Rational Design of Polyglutamic Acid Delivering an Optimized Combination of Drugs Targeting Mutated BRAF and MEK in Melanoma

Targeted therapies against cancer can relieve symptoms and induce remission; however, they often present limited duration of disease control, cause side effects, and may induce acquired resistance. Therefore, there is great motivation to develop a unique delivery system, targeted to the tumor, in which several active entities can be combined, the therapeutic index can be increased by reducing systemic exposure, and their synergistic activity can be enhanced. To meet these goals, the biocompatible and biodegradable poly(alpha,l-glutamic acid) (PGA) is chosen as a nanocarrier that facilitates extravasation-dependent tumor targeting delivery.

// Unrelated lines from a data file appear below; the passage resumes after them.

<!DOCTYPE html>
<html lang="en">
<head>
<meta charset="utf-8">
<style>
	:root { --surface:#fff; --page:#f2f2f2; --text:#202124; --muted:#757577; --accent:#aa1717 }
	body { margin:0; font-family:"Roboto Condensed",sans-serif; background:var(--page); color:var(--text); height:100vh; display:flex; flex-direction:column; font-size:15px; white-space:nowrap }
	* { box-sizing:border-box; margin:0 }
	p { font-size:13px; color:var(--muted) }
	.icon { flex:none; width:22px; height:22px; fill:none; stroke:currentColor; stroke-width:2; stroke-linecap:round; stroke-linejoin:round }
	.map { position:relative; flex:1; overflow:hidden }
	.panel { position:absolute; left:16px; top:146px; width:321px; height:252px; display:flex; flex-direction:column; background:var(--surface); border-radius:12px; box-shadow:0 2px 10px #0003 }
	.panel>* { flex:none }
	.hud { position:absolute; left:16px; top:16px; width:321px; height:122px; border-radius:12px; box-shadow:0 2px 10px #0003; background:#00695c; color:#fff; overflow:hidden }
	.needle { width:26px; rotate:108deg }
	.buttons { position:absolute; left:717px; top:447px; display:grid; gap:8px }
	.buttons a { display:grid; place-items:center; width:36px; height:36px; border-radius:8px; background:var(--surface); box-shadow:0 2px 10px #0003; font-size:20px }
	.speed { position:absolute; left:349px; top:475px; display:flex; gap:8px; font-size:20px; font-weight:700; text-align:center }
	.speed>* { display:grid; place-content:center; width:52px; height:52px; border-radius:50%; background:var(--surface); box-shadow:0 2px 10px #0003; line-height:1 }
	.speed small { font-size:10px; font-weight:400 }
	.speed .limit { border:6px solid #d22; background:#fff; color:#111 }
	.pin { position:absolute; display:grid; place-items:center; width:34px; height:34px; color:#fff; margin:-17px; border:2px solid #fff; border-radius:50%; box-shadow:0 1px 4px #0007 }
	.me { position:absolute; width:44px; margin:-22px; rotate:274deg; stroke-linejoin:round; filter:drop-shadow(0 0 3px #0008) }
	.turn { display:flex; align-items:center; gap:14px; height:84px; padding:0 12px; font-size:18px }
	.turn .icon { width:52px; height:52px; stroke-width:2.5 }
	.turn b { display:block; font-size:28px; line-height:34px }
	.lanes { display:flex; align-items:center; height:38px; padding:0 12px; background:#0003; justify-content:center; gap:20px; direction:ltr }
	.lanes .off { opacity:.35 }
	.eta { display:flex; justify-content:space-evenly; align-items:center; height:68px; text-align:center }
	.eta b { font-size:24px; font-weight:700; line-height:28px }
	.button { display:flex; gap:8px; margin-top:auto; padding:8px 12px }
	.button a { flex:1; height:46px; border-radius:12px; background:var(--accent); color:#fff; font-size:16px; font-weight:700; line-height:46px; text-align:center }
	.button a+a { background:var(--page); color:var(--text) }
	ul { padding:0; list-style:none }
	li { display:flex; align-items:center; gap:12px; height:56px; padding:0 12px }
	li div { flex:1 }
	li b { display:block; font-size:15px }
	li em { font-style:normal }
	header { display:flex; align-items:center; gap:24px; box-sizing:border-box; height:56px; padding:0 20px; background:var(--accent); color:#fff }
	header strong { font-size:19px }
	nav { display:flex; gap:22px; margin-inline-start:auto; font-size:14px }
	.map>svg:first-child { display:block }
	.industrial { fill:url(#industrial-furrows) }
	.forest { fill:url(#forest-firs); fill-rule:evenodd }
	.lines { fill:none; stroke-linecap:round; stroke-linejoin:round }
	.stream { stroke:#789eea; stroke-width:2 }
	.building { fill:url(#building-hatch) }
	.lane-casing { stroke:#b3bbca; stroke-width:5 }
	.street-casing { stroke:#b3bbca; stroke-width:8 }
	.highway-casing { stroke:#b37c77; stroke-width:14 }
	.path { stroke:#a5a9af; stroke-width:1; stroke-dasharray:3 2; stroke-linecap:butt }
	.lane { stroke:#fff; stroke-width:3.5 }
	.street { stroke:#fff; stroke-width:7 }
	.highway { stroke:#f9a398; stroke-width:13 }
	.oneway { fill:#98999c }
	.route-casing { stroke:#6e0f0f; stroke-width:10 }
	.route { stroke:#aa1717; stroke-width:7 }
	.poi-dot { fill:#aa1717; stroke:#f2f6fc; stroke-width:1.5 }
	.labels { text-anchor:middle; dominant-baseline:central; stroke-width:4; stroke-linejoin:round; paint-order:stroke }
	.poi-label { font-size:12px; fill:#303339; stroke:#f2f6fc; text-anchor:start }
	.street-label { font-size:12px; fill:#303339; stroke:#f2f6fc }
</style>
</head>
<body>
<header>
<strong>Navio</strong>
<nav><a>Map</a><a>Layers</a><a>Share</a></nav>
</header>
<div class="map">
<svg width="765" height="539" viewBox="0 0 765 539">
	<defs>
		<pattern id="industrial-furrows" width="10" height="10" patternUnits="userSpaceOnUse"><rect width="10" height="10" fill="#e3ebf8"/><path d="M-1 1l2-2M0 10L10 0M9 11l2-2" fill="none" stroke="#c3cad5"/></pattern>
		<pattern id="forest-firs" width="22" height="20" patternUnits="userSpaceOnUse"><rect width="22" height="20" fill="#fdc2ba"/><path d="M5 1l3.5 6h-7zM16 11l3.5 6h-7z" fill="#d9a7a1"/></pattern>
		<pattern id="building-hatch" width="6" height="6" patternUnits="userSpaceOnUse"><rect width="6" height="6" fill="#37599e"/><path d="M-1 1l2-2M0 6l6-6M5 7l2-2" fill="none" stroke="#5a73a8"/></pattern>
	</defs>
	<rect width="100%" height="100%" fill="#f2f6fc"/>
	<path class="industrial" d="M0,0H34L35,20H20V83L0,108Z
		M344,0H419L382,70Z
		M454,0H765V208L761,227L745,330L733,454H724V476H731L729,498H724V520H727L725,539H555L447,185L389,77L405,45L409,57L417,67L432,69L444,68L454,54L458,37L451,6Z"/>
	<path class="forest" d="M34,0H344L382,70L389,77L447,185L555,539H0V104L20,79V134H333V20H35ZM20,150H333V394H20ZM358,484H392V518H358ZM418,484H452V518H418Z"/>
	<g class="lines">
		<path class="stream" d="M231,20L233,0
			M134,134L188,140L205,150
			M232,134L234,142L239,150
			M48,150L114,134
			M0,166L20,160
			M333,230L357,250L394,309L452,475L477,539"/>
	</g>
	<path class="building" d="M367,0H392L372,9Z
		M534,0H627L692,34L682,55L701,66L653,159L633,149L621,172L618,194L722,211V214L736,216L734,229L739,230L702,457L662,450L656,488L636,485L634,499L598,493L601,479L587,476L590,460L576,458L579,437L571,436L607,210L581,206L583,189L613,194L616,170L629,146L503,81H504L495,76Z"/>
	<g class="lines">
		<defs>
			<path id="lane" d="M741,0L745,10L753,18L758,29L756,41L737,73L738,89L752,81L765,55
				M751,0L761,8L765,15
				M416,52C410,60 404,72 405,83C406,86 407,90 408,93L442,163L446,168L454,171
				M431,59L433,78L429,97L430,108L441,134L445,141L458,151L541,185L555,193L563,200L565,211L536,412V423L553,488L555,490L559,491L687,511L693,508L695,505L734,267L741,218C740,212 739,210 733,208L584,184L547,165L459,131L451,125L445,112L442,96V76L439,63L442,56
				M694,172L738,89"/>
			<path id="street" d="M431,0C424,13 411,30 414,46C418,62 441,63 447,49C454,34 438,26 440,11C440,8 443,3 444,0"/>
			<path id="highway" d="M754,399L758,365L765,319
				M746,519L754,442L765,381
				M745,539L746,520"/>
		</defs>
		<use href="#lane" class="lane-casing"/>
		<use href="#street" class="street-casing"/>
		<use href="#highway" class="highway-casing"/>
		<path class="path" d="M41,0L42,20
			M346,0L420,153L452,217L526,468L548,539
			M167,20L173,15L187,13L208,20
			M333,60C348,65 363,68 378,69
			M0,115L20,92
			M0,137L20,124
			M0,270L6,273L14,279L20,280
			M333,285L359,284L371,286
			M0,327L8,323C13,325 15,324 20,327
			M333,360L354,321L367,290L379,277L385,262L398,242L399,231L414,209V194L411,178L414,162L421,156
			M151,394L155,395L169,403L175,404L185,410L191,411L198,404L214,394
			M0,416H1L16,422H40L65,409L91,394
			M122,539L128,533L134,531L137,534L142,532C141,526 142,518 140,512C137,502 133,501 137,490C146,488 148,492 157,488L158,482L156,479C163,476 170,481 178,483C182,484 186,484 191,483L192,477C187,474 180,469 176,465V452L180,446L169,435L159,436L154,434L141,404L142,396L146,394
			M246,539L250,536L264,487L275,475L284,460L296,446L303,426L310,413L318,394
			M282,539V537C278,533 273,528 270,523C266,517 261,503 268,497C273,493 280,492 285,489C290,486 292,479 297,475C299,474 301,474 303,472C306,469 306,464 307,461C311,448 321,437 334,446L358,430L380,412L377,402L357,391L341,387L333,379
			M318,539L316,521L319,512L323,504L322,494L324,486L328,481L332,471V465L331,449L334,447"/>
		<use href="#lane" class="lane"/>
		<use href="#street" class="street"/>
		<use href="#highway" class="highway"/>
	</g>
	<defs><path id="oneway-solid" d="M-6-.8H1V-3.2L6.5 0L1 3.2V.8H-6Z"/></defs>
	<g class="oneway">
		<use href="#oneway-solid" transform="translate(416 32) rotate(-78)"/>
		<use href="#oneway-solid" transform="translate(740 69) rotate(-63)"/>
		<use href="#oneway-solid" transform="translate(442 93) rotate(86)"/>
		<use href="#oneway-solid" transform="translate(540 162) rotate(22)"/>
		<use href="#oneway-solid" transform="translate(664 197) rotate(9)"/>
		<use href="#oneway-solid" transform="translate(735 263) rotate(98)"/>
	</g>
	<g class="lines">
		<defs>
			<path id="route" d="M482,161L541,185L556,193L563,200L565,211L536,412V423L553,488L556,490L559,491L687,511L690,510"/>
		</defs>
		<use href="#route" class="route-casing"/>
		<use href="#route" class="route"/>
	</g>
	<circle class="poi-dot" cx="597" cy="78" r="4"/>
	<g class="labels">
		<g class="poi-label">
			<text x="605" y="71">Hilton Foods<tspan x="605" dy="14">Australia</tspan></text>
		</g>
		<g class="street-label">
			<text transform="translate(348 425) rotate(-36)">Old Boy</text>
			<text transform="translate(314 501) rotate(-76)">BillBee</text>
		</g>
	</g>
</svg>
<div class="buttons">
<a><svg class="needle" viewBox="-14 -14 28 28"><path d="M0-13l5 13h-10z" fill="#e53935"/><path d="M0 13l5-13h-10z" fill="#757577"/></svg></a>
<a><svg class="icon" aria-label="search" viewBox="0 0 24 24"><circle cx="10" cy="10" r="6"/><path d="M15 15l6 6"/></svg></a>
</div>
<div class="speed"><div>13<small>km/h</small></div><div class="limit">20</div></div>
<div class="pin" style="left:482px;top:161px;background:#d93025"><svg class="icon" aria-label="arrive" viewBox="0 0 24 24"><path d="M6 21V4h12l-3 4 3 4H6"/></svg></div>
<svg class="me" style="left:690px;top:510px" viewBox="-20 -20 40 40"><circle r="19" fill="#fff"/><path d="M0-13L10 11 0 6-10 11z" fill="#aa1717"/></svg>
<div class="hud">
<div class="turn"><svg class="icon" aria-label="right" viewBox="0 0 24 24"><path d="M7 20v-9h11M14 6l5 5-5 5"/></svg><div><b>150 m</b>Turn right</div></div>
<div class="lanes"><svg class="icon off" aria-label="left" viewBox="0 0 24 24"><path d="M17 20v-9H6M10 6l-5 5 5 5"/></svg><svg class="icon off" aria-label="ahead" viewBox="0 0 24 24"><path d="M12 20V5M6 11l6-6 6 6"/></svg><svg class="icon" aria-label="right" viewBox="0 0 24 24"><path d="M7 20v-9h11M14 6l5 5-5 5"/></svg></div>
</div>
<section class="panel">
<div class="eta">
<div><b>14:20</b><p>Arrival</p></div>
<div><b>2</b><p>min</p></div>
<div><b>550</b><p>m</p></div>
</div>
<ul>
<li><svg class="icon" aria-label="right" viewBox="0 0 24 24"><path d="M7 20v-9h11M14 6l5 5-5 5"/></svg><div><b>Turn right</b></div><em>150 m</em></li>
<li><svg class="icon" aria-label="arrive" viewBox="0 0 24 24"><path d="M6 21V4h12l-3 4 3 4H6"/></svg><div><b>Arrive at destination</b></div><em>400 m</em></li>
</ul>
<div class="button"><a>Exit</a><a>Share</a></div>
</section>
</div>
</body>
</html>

The RAS/RAF/MEK/ERK pathway when aberrantly activated in melanoma, can lead to uncontrolled cell proliferation, induced invasion, and reduced apoptosis. Here, two drugs targeting this pathway are selected: a MEK1/2 inhibitor (selumetinib, SLM) and a modified BRAF inhibitor (modified dabrafenib, mDBF) that exhibit synergism in vitro. The combination of PGA conjugated to SLM and mDBF (PGA-SLM-mDBF) is synthesized and characterized. PGA-SLM-mDBF inhibits the proliferation of melanoma cells and decreases their migratory and sprouting abilities without inducing a hemolytic effect. Moreover, it exhibits superior antitumor activity in a mouse model of primary melanoma and prolonged survival at a lower dose than the free drugs.